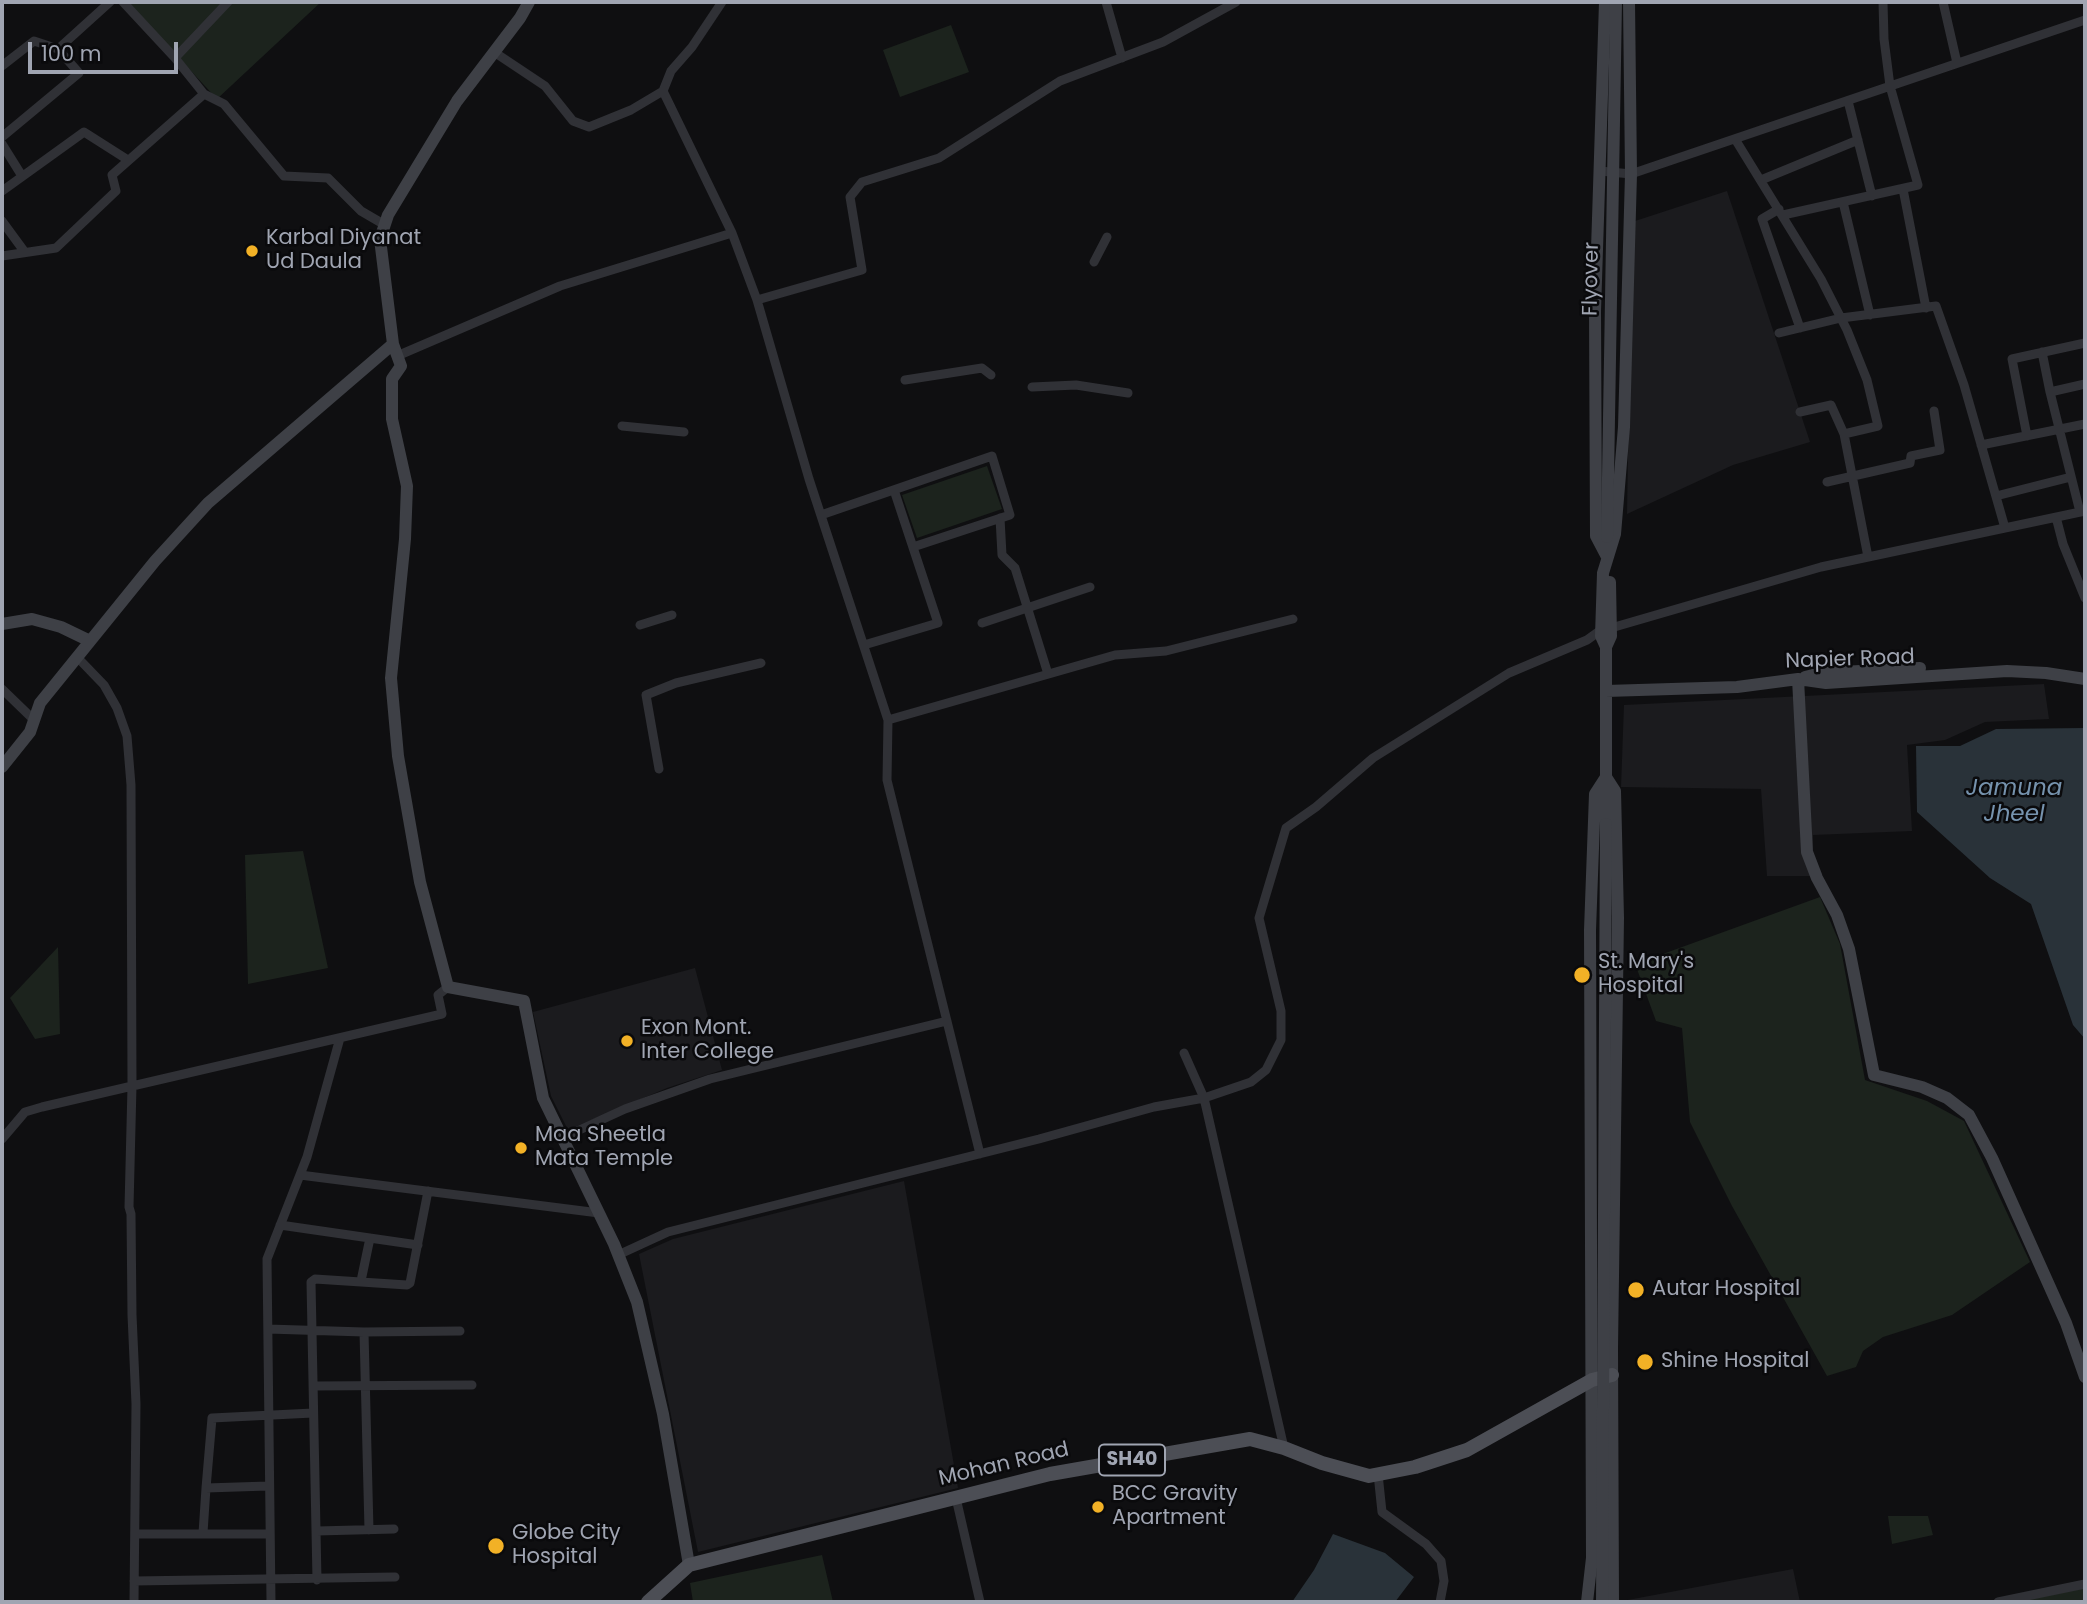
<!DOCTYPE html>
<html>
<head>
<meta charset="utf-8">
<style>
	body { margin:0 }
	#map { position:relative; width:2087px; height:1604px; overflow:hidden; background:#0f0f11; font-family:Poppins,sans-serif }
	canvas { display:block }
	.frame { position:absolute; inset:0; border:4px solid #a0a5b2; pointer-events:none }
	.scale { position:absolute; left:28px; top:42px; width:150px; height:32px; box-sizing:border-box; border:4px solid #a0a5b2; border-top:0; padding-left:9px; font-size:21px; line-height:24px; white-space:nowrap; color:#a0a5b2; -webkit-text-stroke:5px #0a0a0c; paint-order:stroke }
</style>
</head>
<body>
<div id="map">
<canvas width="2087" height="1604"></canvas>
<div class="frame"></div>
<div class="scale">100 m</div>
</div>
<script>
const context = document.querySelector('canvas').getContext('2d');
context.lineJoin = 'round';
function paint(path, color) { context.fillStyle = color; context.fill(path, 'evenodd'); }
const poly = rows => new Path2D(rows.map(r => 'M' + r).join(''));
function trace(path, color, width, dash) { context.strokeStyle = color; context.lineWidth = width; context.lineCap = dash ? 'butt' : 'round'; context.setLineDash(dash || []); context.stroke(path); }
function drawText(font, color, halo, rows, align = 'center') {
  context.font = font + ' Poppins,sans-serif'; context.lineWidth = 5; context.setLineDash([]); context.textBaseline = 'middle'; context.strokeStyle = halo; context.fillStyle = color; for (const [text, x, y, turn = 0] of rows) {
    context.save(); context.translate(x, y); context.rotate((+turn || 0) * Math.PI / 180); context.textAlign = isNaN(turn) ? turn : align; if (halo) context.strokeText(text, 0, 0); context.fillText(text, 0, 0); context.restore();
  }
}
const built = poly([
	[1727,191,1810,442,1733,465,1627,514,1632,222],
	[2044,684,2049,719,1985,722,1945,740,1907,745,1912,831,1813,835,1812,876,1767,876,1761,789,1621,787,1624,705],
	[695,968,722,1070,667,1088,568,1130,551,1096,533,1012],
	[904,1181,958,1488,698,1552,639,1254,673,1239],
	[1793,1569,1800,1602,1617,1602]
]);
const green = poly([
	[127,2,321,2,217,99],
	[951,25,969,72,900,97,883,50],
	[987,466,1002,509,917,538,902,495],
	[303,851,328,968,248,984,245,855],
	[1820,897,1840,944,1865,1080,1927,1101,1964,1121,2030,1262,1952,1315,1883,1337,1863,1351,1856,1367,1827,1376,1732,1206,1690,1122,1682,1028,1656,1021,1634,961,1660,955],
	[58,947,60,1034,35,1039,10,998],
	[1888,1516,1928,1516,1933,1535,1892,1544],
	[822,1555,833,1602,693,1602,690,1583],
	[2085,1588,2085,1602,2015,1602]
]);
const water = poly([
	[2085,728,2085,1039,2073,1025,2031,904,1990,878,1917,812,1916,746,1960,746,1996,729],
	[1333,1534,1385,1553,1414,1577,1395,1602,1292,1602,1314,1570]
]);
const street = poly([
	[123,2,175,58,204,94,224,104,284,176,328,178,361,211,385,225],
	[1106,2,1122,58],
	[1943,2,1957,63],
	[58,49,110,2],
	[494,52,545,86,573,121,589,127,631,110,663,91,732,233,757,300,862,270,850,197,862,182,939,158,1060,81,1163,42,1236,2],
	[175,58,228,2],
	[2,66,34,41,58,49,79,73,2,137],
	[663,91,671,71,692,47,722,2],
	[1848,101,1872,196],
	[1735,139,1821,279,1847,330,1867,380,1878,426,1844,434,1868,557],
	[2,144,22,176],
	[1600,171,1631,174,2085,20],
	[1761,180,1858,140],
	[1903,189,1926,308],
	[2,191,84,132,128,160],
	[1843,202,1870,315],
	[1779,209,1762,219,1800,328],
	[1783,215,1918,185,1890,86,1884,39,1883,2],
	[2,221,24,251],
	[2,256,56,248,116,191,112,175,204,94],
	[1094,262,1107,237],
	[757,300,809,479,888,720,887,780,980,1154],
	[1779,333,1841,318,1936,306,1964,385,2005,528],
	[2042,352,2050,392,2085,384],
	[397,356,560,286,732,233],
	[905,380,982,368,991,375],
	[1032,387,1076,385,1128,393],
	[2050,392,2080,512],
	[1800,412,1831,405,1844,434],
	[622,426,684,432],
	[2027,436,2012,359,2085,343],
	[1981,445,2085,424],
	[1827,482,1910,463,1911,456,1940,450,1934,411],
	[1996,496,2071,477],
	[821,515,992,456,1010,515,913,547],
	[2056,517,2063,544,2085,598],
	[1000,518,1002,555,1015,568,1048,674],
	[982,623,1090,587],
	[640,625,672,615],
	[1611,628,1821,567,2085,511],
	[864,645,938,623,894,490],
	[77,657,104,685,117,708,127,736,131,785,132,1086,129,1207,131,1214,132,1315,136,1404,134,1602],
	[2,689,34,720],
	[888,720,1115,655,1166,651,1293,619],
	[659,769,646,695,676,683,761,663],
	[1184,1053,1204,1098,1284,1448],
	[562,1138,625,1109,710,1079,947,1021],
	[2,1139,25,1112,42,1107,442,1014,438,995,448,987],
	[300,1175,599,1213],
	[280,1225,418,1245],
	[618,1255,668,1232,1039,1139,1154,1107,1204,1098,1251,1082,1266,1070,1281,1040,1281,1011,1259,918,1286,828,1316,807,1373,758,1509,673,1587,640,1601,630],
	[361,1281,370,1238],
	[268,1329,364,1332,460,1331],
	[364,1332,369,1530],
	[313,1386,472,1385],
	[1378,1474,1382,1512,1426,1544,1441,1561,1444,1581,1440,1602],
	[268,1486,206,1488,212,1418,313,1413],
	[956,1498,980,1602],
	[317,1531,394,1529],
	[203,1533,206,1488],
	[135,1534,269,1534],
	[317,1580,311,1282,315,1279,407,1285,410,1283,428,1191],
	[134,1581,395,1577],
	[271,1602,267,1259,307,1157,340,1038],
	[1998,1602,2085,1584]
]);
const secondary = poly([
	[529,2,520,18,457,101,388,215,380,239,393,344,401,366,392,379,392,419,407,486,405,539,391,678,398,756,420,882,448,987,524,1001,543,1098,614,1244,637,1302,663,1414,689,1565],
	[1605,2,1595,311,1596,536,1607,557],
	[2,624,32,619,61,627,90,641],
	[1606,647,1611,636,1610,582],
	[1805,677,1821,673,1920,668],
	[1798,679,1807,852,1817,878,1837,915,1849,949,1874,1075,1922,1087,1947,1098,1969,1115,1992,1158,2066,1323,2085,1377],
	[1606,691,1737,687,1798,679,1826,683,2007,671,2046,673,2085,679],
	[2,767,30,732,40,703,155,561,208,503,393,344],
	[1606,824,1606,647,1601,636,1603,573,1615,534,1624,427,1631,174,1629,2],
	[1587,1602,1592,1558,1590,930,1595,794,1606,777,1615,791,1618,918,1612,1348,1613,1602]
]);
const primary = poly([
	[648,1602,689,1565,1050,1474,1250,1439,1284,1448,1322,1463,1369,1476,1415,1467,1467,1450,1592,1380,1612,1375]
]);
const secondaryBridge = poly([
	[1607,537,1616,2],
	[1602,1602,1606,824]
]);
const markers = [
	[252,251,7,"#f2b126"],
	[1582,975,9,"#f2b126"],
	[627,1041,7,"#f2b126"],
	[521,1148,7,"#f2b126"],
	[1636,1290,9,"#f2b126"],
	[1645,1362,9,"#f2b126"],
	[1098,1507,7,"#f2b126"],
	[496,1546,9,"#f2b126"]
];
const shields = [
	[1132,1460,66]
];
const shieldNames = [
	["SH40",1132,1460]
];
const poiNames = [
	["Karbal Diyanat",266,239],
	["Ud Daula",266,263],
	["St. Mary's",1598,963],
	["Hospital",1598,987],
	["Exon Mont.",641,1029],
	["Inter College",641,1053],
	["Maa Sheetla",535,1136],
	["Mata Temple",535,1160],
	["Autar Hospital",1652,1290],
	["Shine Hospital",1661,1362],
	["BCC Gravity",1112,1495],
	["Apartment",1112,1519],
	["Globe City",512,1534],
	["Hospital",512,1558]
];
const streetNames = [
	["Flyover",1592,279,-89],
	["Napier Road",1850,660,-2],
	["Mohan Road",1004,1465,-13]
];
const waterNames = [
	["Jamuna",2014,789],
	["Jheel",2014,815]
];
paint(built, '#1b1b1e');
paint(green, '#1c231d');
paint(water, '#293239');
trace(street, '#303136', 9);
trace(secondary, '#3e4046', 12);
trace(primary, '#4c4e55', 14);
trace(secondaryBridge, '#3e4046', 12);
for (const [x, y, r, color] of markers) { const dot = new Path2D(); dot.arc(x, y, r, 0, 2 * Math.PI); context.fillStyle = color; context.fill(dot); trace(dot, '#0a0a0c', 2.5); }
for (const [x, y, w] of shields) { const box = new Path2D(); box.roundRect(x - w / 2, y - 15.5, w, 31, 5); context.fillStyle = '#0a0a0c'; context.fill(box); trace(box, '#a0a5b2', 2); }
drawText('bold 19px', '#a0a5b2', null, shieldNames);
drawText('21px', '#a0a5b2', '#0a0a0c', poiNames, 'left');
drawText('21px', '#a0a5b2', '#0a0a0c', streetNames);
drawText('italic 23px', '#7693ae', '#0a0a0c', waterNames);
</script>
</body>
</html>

PROBLEM DETAILS: Scan the listing above and copy all lines containing the word "canvas".

FINISHED EXERCISE:
	canvas { display:block }
<canvas width="2087" height="1604"></canvas>
const context = document.querySelector('canvas').getContext('2d');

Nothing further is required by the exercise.